**Assignment**
Report back each line of the data that contains the word "minor".

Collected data
______
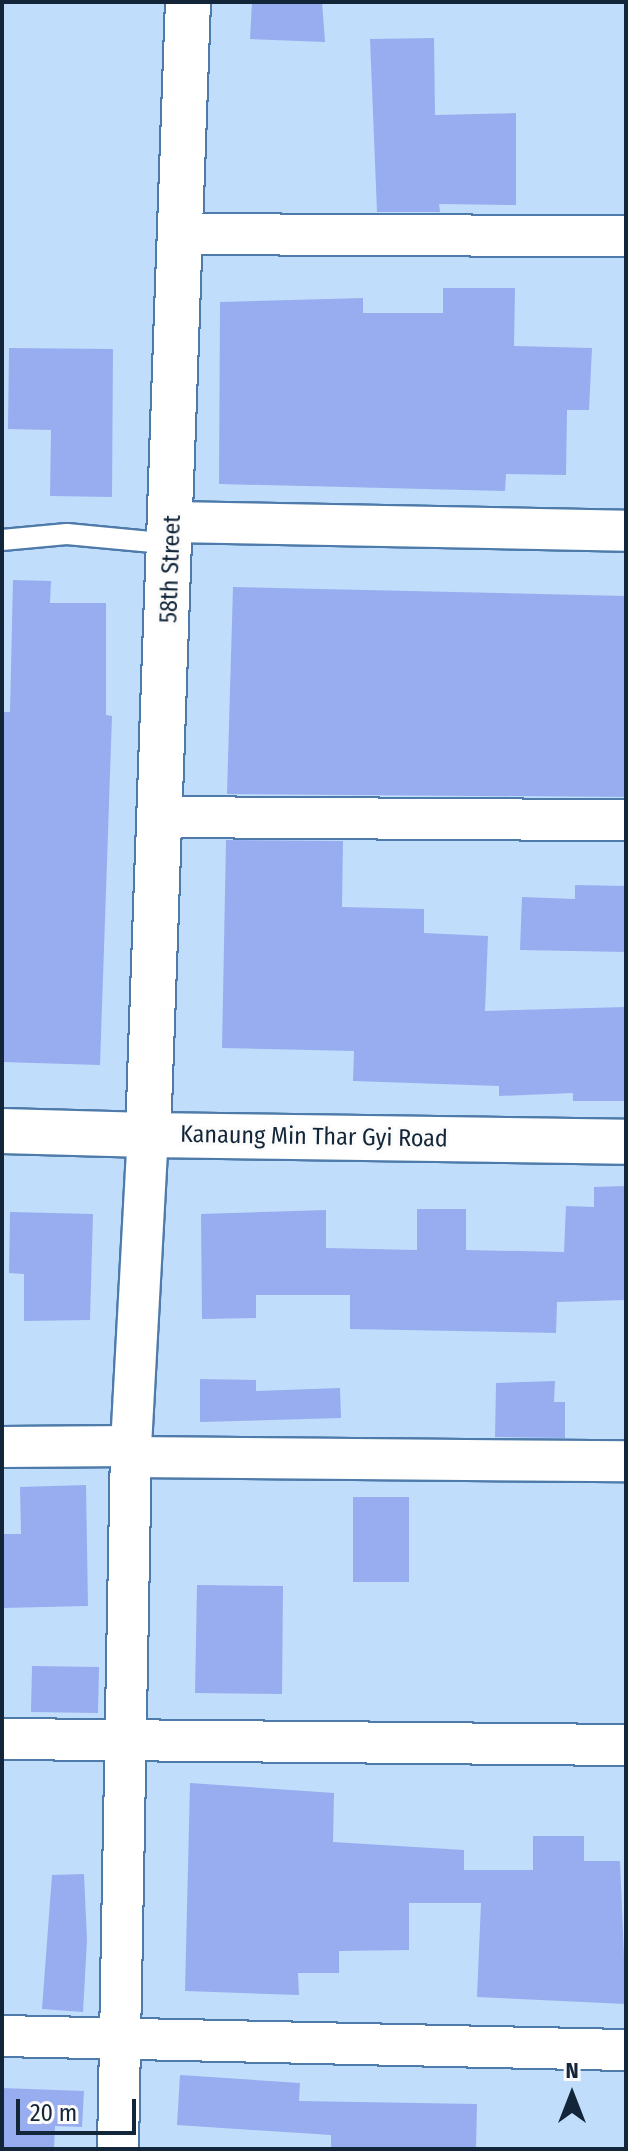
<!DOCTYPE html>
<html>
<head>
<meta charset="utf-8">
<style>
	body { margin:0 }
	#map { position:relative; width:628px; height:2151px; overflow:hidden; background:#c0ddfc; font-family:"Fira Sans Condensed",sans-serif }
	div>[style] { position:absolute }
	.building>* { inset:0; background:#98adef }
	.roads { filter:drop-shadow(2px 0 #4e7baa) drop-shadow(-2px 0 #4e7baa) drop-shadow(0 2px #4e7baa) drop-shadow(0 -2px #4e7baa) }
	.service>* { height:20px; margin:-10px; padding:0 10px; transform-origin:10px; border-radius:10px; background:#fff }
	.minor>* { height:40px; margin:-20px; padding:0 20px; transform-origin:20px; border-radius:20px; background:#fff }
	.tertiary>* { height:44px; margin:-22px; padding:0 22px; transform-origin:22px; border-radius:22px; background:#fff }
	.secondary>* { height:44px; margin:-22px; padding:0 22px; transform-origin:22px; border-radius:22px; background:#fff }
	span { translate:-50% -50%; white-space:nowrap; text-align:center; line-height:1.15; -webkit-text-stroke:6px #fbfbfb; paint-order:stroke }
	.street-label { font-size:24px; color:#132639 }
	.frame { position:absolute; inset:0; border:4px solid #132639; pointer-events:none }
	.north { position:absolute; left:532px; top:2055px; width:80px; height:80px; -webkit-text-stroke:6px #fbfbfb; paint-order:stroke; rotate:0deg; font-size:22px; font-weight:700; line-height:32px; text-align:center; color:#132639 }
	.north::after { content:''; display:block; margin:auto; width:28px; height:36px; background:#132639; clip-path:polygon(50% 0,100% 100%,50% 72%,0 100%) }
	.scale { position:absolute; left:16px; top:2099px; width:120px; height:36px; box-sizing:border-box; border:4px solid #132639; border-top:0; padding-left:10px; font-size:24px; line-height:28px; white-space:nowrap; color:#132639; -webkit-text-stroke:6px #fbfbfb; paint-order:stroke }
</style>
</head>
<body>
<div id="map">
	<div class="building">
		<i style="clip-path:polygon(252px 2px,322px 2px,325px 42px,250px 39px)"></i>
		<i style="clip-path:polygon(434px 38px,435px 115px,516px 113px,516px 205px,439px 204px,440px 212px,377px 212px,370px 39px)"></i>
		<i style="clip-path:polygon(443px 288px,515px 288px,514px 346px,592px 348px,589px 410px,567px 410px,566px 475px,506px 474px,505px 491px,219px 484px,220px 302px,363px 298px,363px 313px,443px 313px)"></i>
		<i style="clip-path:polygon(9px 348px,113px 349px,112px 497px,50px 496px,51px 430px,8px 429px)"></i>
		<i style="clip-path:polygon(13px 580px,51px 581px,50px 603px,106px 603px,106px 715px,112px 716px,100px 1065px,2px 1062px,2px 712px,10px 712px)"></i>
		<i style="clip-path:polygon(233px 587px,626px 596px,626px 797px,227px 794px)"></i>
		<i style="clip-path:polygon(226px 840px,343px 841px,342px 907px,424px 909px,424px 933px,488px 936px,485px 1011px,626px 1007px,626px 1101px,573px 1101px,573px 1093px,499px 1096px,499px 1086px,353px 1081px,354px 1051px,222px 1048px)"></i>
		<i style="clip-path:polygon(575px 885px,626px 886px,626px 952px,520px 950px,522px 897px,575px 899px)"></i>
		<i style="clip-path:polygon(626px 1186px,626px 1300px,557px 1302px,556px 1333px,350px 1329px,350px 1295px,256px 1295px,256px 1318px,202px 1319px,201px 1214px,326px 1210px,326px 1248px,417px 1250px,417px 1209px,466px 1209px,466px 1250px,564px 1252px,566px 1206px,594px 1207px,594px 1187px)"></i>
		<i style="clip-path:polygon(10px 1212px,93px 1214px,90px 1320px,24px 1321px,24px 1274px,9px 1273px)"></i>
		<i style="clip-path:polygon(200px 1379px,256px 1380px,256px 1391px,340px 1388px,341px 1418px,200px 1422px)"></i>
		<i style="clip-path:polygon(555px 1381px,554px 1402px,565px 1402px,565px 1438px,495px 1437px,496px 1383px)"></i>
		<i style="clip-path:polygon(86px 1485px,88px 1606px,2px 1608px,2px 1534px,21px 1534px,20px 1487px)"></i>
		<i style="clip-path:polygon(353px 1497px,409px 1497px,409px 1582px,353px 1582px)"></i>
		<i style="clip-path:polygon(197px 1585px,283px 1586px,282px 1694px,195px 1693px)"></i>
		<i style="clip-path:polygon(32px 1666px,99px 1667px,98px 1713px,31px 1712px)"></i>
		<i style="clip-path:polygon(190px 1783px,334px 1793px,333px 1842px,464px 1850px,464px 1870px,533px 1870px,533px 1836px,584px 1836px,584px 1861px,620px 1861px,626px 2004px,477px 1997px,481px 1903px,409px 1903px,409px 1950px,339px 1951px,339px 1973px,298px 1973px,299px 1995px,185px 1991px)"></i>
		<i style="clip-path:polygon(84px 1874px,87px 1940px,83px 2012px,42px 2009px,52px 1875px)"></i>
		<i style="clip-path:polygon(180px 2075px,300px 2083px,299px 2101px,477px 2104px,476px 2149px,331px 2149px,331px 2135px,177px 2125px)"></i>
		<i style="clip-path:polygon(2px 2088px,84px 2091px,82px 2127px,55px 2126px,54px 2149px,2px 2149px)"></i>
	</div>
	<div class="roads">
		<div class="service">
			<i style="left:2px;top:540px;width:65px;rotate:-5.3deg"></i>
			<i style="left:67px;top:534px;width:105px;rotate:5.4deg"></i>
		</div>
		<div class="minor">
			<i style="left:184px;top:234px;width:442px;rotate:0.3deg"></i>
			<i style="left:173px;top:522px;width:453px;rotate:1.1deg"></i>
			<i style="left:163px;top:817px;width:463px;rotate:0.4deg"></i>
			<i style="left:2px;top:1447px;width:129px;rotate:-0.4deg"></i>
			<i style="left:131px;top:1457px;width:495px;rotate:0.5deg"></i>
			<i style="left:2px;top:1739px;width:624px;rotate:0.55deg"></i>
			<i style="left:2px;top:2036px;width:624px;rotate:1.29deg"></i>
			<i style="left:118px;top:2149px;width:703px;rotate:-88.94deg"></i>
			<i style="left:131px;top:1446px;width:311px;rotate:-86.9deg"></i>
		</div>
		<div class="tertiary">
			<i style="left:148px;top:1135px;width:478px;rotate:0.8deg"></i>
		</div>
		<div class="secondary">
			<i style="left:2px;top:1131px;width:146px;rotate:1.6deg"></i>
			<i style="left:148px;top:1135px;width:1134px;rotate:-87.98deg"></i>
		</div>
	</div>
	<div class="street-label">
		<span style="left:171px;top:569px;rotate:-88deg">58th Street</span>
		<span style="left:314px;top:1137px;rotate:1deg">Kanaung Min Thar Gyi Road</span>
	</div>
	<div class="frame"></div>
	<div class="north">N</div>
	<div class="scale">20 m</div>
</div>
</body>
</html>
______
**Answer for this exercise**
	.minor>* { height:40px; margin:-20px; padding:0 20px; transform-origin:20px; border-radius:20px; background:#fff }
		<div class="minor">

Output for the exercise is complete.